**Work to complete:**
Gather every line from the entries below that includes "text".

Data records
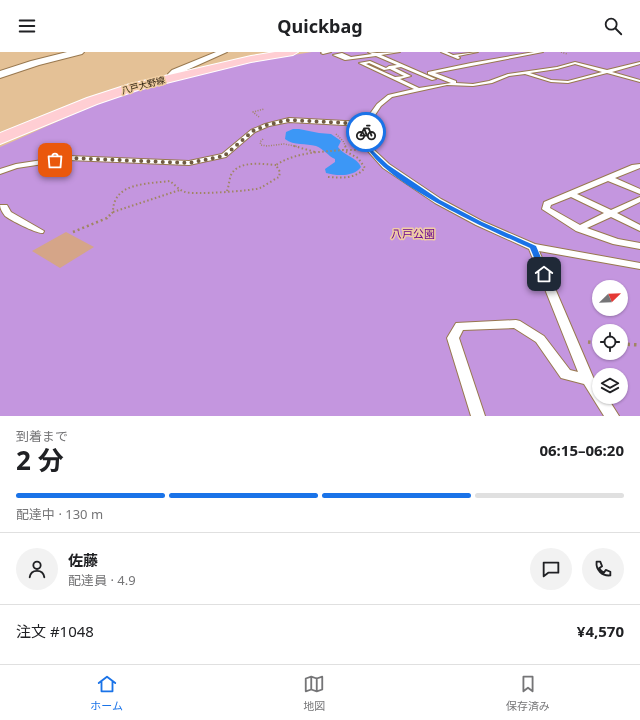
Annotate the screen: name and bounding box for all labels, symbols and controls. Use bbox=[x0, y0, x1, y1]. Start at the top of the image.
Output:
text: Quickbag bbox=[277, 14, 363, 38]
icon: menu bbox=[16, 15, 38, 37]
icon: search bbox=[602, 15, 624, 37]
street label: 八戸大野線 bbox=[120, 73, 167, 97]
courier bbox=[346, 112, 386, 152]
icon: bike bbox=[355, 121, 377, 143]
pin bbox=[38, 143, 72, 177]
icon: bag bbox=[44, 149, 66, 171]
park label: 八戸公園 bbox=[391, 226, 435, 241]
pin bbox=[527, 257, 561, 291]
icon: home bbox=[533, 263, 555, 285]
north arrow bbox=[592, 280, 628, 316]
map controls bbox=[592, 280, 628, 404]
button: locate bbox=[592, 324, 628, 360]
button: layers bbox=[592, 368, 628, 404]
text: 到着まで bbox=[16, 427, 68, 445]
text: 06:15–06:20 bbox=[539, 440, 624, 460]
text: 2 分 bbox=[16, 442, 64, 478]
text: 配達中 · 130 m bbox=[16, 505, 103, 523]
button: person bbox=[16, 548, 58, 590]
button: chat bbox=[530, 548, 572, 590]
button: phone bbox=[582, 548, 624, 590]
text: 佐藤 bbox=[68, 550, 98, 570]
text: 配達員 · 4.9 bbox=[68, 571, 136, 589]
text: 注文 #1048 bbox=[16, 621, 94, 641]
text: ¥4,570 bbox=[577, 621, 624, 641]
tab: ホーム bbox=[90, 673, 123, 713]
tab: 地図 bbox=[303, 673, 325, 713]
tab: 保存済み bbox=[506, 673, 550, 713]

**Answer section:**
text: Quickbag bbox=[277, 14, 363, 38]
text: 到着まで bbox=[16, 427, 68, 445]
text: 06:15–06:20 bbox=[539, 440, 624, 460]
text: 2 分 bbox=[16, 442, 64, 478]
text: 配達中 · 130 m bbox=[16, 505, 103, 523]
text: 佐藤 bbox=[68, 550, 98, 570]
text: 配達員 · 4.9 bbox=[68, 571, 136, 589]
text: 注文 #1048 bbox=[16, 621, 94, 641]
text: ¥4,570 bbox=[577, 621, 624, 641]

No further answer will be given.